What is the issue?
- The Union Ministry of Power issued a memo that set the rules for the flow of electricity across South Asian borders.
- The new electricity guidelines are seen as a first step towards creating a true regional market.
How has energy cooperation been?
- In the early 2000s, India tried with the SAARC countries for cross-border energy flows.
- It began to gain steam with substantial power trade agreements between India and Bhutan (2006) and Bangladesh (2010).
- These were driven by India’s need for affordable power to fuel quickened growth in a recently liberalised economy.
What happened thereafter?
- The SAARC Framework Agreement for Energy Cooperation and the India-Nepal Power Trade Agreement were signed in 2014.
- These agreements imposed only few restrictions on trade.
- But it formulated an institutional structure to allow private sector participation and to facilitate market rationality in electricity commerce.
- The new government aimed for a seamless SAARC power grid, for power transmission within SAARC countries.
- E.g. offshore wind projects set up in Sri Lanka’s coastal borders to power Pakistan or Nepal
- But later, in 2016, the Union Ministry of Power released certain guidelines.
- It imposed a slew of major restrictions on who could engage in cross-border electricity trade.
- They seemed to be a reaction to perceptions of increased Chinese investment and influence in the energy sectors of South Asian neighbours.
What were the concerns in 2016 guidelines?
- The guidelines prevented anyone other than Indian generators in the neighbouring country from selling power to India.
- So, many privately held companies, particularly in Nepal, that had hoped to trade with India were excluded.
- In restricting access to the vast Indian market, the economic rationale for Nepali hydropower built for export was lost.
- The requirement that the exporting generation companies to be majority owned by an Indian entity worried Bhutan.
- This created friction in joint ventures between India and Bhutan.
- Bhutan was also concerned about the limited access to India’s main electricity spot markets.
- Here, Bhutan could have been well placed to profit from evening peaks in demand.
- Bangladesh sensed an opportunity to partially address its power crisis with imports from Bhutan and Nepal routed through Indian territory.
- But the guidelines complicated this by giving India disproportionate control over such trade.
How are the new guidelines?
- Liberal - A liberal trading regime is in India’s national interest.
- So the new guidelines resolve the above issues and make the governance of electricity trade less restrictive.
- The concern that India was enabling the incursion of foreign influence into neighbouring power sectors was addressed.
- India now recognises that economic interdependency created by such arrangements have the political benefit of positioning India as a stable development partner.

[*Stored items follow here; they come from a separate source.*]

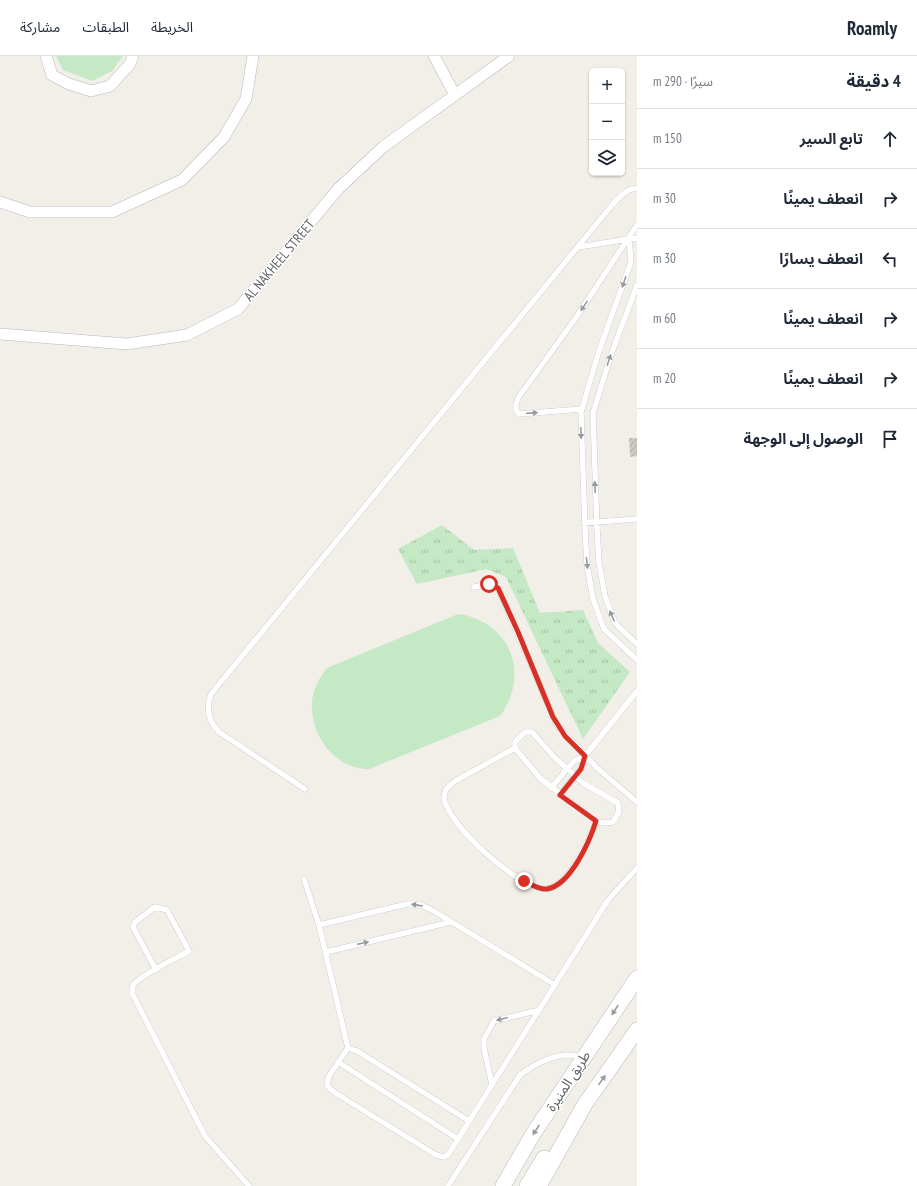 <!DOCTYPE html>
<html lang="ar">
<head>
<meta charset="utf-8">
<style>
	body { margin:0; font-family:"PT Sans Narrow","Noto Sans Arabic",sans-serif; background:#f2f2f3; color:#1f2937; direction:rtl }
	.controls { position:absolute; right:12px; top:12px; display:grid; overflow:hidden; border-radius:6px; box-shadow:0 1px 3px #0004 }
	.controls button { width:36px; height:36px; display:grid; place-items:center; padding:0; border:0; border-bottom:1px solid #e0e1e3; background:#fff; color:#1f2937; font:20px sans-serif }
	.stop { position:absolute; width:12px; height:12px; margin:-9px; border:3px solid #d93025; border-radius:50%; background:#fff }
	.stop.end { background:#d93025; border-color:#fff; box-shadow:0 1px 4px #0008 }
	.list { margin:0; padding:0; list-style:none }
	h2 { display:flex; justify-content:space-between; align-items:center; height:52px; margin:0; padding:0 16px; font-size:17px }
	h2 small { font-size:13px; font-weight:400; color:#747a83 }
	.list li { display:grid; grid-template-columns:26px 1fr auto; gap:12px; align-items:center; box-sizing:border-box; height:60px; padding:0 16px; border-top:1px solid #e0e1e3 }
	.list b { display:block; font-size:15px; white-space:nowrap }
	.list em { font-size:13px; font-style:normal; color:#747a83 }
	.icon { flex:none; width:22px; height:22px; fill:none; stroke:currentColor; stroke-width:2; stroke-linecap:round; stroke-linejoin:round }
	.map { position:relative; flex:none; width:637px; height:1130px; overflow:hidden; direction:ltr }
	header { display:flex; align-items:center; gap:24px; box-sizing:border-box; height:56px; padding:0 20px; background:#fff; border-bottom:1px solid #e0e1e3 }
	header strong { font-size:19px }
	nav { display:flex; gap:22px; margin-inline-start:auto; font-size:14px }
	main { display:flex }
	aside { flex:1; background:#fff }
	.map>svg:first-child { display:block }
</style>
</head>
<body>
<header>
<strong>Roamly</strong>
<nav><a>الخريطة</a><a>الطبقات</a><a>مشاركة</a></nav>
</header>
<main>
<aside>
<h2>4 دقيقة<small>سيرًا · 290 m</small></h2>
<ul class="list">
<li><svg class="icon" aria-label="ahead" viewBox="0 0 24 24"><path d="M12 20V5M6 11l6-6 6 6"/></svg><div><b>تابع السير</b></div><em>150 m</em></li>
<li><svg class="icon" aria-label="right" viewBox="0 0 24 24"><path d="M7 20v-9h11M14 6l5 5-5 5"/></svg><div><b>انعطف يمينًا</b></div><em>30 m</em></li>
<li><svg class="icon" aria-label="left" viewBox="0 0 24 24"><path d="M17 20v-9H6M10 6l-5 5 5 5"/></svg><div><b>انعطف يسارًا</b></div><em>30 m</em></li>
<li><svg class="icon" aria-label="right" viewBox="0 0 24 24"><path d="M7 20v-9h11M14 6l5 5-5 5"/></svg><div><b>انعطف يمينًا</b></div><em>60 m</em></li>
<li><svg class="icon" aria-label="right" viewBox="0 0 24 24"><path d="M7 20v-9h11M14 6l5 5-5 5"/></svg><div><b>انعطف يمينًا</b></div><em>20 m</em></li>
<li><svg class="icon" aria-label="arrive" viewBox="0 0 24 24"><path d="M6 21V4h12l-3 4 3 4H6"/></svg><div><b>الوصول إلى الوجهة</b></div></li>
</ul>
</aside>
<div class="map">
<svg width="637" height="1130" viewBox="0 0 637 1130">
	<defs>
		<pattern id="grass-tufts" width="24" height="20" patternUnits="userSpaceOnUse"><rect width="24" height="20" fill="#c5e8c5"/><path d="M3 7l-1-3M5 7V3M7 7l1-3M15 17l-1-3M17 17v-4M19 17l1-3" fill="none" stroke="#a3c0a4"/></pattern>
		<pattern id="building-hatch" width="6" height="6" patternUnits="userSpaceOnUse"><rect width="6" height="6" fill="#cccac5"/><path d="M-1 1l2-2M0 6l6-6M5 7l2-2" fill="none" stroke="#a9a8a4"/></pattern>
	</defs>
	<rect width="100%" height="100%" fill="#f1efe8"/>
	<path fill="url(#grass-tufts)" d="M442,469L474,494L513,492L540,557L583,554L598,587L630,616L583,683L506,521L486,513L417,528L398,493Z"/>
	<path fill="#c5e8c5" d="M56,0H123L112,15L92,25L63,14Z
		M458,558C510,565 531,618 500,660L369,713C335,713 310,680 312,646C313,633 319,622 327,612Z"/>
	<path fill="url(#building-hatch)" d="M629,382H637V400L630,401Z"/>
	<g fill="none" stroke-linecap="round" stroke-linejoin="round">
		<defs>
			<path id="lane" d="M637,182L629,183L631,206L599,295L581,356L585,472L587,509L593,543L604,573L637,604
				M578,191L629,183
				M637,229L611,299L593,357L597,472L599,507L605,540L615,567L637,588
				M582,353L519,358C514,354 516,348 518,342L575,263L637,169
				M584,467L637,463
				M474,531L489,528L498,532L557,669L597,712L637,746
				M525,676H532L554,701L583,727L618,747L619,756L613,766L602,767L592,763L540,722L515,692V686Z
				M515,692L455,725L446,733C445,736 444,739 444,742C447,768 519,833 545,833C568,833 590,782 596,765
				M551,732L574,705L585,700
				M305,733L219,676C208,665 206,652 211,638L612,149C620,141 626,133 637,132
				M560,739L581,713L585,700L637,635
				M304,823L319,869L348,992L329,1020L327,1028L330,1033L337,1038L436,1099L443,1101L448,1099L608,844L637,812
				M319,869L407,848H419L432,854L555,929
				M326,896L451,866
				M156,914L133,871L135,866L155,851L167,854L189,895C175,903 144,917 134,928C132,930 132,933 132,937L205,1080L249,1130
				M348,992L357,995L469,1065
				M338,1006L458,1083
				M492,1029L484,992V983L494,965L540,954
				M448,1130L520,1019C536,1007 562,993 582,1002"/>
			<path id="street" d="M46,0L52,19L69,28L91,35L110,30L130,8L133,0
				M434,0L455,39
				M0,146L30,156H112L182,124L224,81L246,43L253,0
				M0,278L127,288L187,279L238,253L338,133L383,91L509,0"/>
			<path id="secondary" d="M503,1130L533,1078L637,922
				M527,1130L544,1102
				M539,1130L585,1048L637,974"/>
		</defs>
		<use href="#lane" stroke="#b5b8bc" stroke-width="6"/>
		<use href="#street" stroke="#b5b8bc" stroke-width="12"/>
		<use href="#secondary" stroke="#b6babf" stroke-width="16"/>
		<use href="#lane" stroke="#fff" stroke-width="5.5"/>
		<use href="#street" stroke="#fff" stroke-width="11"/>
		<use href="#secondary" stroke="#fff" stroke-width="15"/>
	</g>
	<defs><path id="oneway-solid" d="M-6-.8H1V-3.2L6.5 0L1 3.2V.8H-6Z"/></defs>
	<g fill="#979a9d">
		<use href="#oneway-solid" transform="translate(624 226) rotate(109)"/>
		<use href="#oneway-solid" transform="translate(584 250) rotate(124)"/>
		<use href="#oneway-solid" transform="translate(609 304) rotate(-72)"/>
		<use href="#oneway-solid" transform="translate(532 357) rotate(-5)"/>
		<use href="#oneway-solid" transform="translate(581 377) rotate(88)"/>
		<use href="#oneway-solid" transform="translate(595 431) rotate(-92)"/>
		<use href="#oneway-solid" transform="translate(587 507) rotate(84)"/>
		<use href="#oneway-solid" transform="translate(612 560) rotate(-113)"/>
		<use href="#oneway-solid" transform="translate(417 849) rotate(-171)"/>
		<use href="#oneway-solid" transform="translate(363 887) rotate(-13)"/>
		<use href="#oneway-solid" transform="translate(615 954) rotate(123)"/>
		<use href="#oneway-solid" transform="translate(502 963) rotate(166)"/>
		<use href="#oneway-solid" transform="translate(602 1024) rotate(-55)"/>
		<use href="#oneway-solid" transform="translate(536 1074) rotate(123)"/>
	</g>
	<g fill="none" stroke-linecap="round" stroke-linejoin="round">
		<path stroke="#d93025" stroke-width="5" d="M489,528L498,532L518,576L553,661L565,680L585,700L581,713L560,739L596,765C590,784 571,829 547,833C540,834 530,828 524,825"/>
	</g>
	<g text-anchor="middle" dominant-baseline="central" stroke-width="3" stroke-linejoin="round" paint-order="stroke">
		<g font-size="14" fill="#5f6368" stroke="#fff">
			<text transform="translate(279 204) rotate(-50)">AL NAKHEEL STREET</text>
			<text transform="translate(568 1025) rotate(-57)">طريق المنيرة</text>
		</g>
	</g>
</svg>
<div class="controls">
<button>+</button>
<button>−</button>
<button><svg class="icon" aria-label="layers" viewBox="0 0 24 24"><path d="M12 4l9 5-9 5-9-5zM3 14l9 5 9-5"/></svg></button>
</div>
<div class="stop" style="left:489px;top:528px"></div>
<div class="stop end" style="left:524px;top:825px"></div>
</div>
</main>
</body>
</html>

- Greener grid - As India transitions to a power grid dominated by renewables, regional trade could prove useful in maintaining grid stability.
- A wider pool of generation sources, particularly hydropower from the Himalayas, is instrumental for a greener grid.
- Nepal and Bhutan have also, for long, recognised the potential of sustainable use of vast hydropower reserves for their prosperity.
What is the significance?
- The new guidelines could create a true regional market and lead South Asian electricity trade in progressive directions.
- Generators across the subcontinent could now compete to deliver low-cost, green energy to consumers.
- The new guidelines also, for the first time, allow tripartite trading arrangements.
- Power generated in a country is routed over the territory of a neighbour to be consumed in a third.
- Since this would soften the hard borders of South Asia, it is essentially a political vision too.
- This is a crucial move towards the evolution of complex, multi-country market arrangements.
- Such markets require the construction of regional institutions that absorb the politics and manage the technicalities of electricity trade.
- Going ahead, South Asian nations might have to build joint, independent regional institutions that offer clear and stable rules.
- In an atmosphere of regional mistrust, the new rules are a rare and recent example of political pragmatism.